Energy competition on the up thanks to more transparent data

British Gas has blamed its 6 per cent drop in profits in part on consumers switching to other providers. It shows that increasing transparency about pricing and energy usage is having the desired effect on the market.

Michael Barnett

Five days ago British Gas announced £571m in full-year profits in 2013, down from £606m in 2012. It also lost 362,000 residential customers, 2 per cent of its total, which is a 60 per cent rise from the previous 12 months.

If you believe what you read in the news, there’s only one reason for that – profiteering by greedy energy executives, which has turned consumers off. It certainly can’t be because the energy market is (whisper it quietly) competitive. Or can it?

Criticism of the service provided by the ‘Big Six’ – British Gas, EDF, E.ON, Npower, Scottish Power and SSE – might well be fair. But unfortunately, what gets lost in the public debate about energy – or the debate that the national press and media-hungry politicians focus on, anyway – is that change is already happening, just not in the places that most people bother to look. By concentrating on the Big Six you miss the fact that challenger brands and switching services are already having an impact on the market, even in spite of the price freezes and reduced ‘green levies’ that politicians have favoured.

The cause of this new competitiveness is consumers’ ability to get comprehensive data on their own energy usage and on the market as a whole. If you know your usual billing amount, or better yet the actual energy units consumed, it’s now perfectly possible for anyone to find out if they can get a better deal online in a matter of minutes, at no cost.

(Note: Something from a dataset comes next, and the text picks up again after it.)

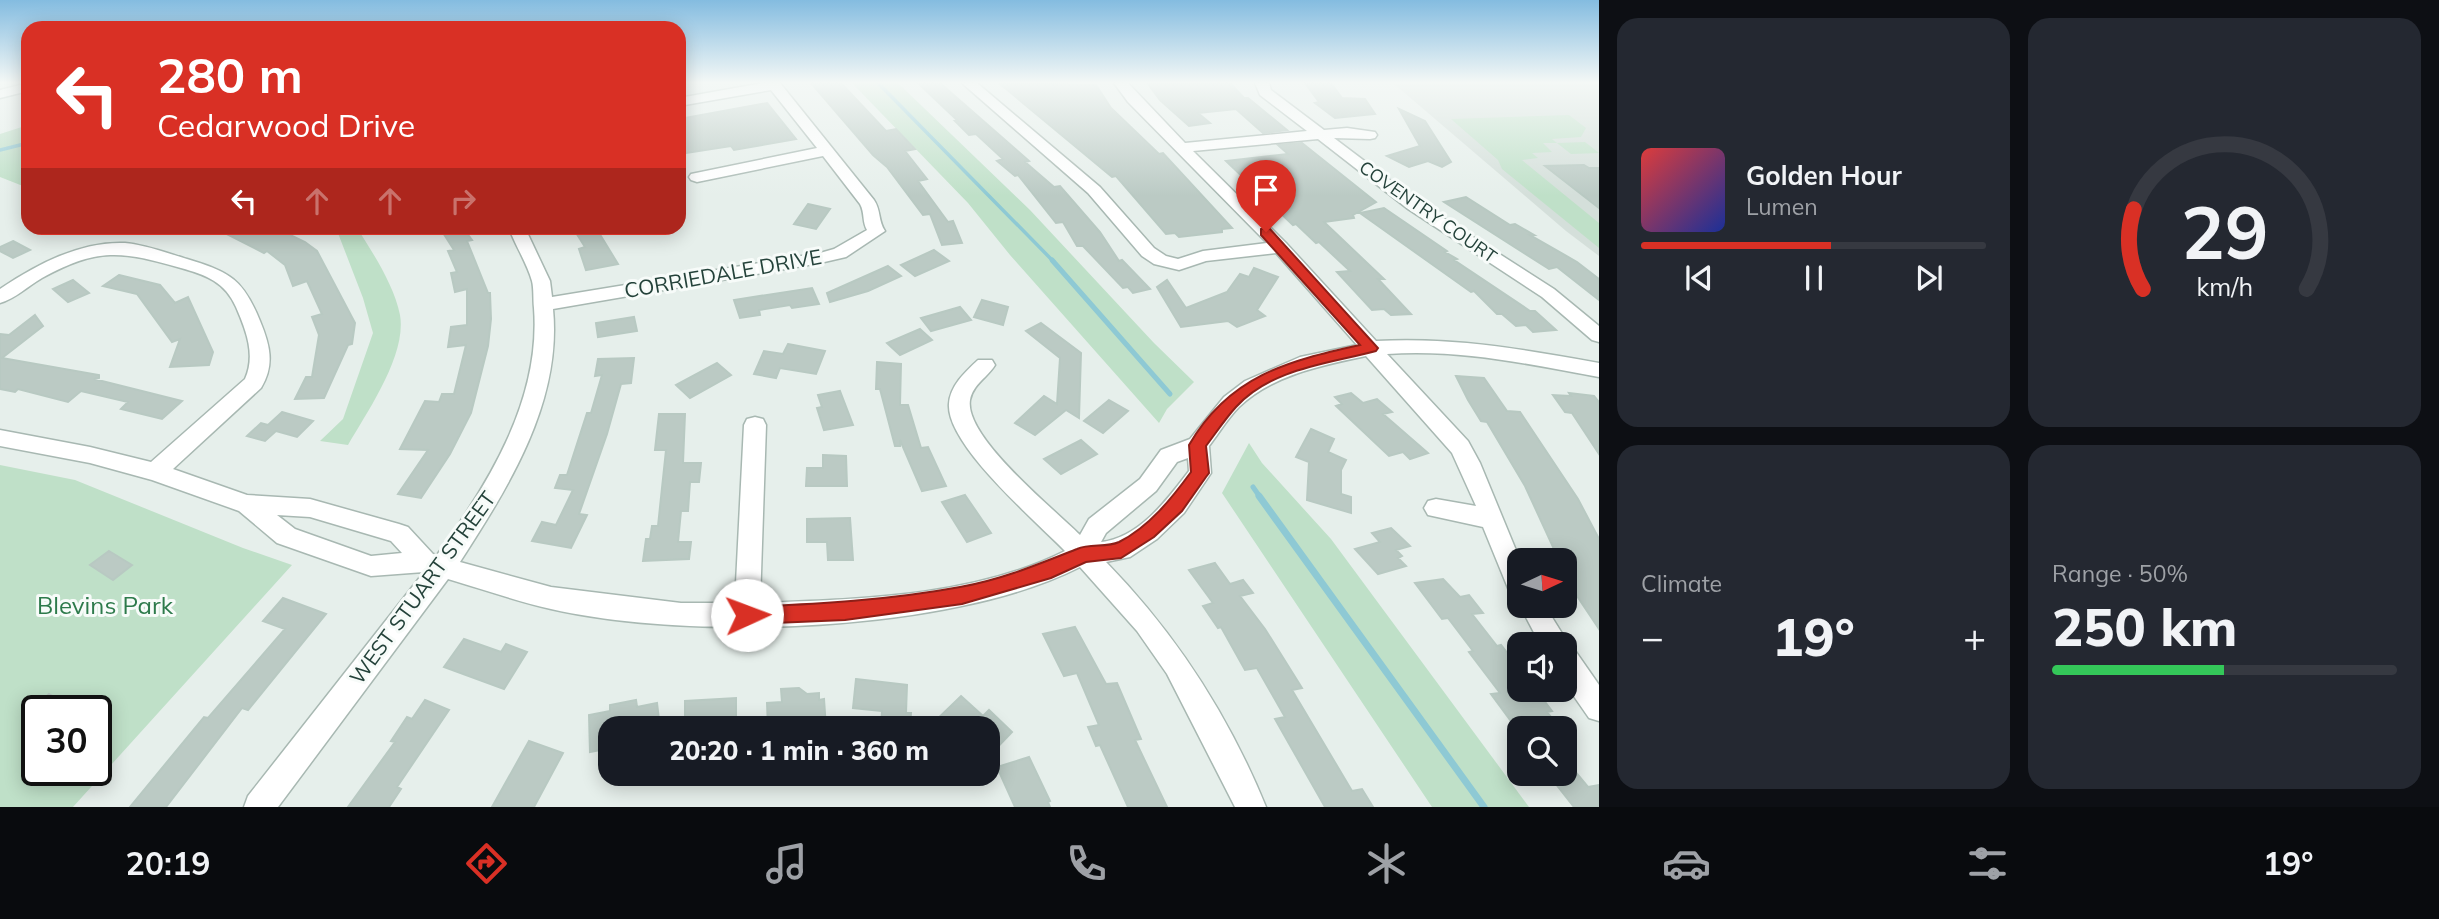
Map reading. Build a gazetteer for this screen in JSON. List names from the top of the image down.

Switching services from organisations such as uSwitch and Which? let consumers enter the details of their tariff, then give an instantaneous view of what they would be paying with every other company in the market. When I calculate my own usage, for example, the companies coming out on top are generally not the Big Six, but smaller providers such as Ovo and First Utility. Data from trade association Energy UK shows 40 per cent of consumers who switched in January went to an independent supplier such as these.

It’s fair to caution that these companies have only just started scratching the surface of an entrenched marketplace where wholesale prices remain stubbornly high, limiting the savings that energy companies can pass on. British Gas still has around 40 per cent of the gas market and 25 per cent of electricity, while consultancy Cornwall Energy says companies outside the Big Six sell only 2 per cent of domestic electricity.

This needs to increase substantially before the energy market can be called truly competitive. However, with greater awareness of the Which? and uSwitch tools, which present market-wide data in an easy-to-use format, hopefully that share will begin to skyrocket.